▶ _Task directions_
Check each line of the entries below for the word "function", and copy out the ones that have it.

● ● ● ●

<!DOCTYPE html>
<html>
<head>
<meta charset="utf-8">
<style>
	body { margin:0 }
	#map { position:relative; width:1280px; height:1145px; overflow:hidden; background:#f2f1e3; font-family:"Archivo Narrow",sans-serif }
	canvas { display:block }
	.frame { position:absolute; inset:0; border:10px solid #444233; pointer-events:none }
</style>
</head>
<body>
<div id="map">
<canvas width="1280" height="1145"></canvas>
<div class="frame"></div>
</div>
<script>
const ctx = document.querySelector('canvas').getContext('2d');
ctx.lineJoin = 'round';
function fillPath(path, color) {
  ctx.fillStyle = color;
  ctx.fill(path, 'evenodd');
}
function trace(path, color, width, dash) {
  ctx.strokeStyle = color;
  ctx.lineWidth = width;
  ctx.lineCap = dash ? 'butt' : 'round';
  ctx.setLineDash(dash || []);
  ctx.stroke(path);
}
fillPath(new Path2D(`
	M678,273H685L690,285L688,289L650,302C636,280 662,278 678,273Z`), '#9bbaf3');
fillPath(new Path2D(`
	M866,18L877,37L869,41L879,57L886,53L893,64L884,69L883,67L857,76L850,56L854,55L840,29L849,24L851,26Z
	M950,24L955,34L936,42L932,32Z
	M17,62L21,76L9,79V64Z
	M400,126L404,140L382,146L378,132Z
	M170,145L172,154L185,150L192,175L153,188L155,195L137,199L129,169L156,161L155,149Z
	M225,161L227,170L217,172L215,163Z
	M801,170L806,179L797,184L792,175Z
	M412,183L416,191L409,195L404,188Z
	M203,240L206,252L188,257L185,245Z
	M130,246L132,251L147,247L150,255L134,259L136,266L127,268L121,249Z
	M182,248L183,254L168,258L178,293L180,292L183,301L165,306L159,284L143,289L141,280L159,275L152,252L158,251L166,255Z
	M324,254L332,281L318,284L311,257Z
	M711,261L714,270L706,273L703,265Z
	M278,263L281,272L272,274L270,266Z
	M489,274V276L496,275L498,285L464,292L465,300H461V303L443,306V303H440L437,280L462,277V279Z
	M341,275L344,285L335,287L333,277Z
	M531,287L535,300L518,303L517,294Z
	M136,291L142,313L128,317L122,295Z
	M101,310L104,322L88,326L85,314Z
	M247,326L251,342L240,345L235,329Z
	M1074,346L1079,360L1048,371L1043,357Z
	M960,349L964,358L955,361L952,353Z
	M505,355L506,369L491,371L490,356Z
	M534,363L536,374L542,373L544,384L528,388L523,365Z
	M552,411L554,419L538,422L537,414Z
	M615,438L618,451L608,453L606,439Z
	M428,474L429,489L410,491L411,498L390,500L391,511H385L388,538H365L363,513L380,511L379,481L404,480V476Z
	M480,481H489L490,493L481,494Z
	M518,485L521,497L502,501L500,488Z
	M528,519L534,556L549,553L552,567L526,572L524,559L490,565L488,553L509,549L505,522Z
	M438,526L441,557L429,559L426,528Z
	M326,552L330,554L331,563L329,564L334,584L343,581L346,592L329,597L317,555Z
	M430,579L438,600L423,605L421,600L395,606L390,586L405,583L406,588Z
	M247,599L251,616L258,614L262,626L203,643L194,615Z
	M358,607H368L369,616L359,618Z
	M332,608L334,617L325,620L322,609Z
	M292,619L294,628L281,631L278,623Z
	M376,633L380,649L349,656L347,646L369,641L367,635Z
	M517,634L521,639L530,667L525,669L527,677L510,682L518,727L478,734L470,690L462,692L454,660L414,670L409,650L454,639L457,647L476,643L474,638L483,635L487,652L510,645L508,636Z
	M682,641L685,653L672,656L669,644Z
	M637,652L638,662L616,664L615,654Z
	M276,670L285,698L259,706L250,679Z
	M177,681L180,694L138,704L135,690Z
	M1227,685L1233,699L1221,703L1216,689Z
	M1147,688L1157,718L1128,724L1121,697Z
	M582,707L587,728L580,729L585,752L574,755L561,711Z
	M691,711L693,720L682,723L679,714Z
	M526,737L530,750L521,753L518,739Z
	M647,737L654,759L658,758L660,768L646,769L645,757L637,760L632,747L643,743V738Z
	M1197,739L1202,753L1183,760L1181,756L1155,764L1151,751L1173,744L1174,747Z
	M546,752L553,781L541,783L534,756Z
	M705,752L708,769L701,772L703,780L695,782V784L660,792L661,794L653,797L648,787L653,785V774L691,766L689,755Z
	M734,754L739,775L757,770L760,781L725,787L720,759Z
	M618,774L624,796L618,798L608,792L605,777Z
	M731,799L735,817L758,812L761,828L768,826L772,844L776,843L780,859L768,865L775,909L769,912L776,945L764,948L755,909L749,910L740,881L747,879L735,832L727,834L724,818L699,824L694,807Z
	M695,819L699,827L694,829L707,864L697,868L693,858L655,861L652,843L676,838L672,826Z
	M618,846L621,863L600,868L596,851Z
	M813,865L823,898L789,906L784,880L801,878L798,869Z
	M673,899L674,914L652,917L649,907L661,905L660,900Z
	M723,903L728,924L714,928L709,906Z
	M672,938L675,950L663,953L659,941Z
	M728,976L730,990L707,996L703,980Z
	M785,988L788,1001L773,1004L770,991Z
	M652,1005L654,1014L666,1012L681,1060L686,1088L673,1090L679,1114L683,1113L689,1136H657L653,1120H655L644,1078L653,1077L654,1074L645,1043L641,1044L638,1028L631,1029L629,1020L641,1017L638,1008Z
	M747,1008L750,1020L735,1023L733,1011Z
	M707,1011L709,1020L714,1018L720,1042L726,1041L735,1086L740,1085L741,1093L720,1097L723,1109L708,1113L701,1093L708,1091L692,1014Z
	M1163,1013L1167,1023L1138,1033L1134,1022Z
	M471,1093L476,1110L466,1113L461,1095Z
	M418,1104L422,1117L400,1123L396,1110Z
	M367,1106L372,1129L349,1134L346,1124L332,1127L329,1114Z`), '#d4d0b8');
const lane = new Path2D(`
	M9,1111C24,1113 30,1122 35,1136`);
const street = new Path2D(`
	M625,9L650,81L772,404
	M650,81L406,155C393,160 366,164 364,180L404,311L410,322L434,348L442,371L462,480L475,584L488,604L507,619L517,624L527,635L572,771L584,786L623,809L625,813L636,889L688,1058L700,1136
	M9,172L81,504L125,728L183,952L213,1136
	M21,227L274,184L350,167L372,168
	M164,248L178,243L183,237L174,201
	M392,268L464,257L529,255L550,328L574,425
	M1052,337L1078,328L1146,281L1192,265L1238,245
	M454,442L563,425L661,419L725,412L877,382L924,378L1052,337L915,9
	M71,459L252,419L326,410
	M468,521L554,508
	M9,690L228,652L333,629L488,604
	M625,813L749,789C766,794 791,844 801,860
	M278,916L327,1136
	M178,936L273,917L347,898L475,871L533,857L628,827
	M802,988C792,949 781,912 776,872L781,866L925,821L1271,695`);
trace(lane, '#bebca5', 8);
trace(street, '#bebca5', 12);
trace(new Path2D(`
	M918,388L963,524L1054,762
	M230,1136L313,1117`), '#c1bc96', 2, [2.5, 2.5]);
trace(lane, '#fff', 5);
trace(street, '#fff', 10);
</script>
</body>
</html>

● ● ● ●

▶ _Output for this exercise_
function fillPath(path, color) {
function trace(path, color, width, dash) {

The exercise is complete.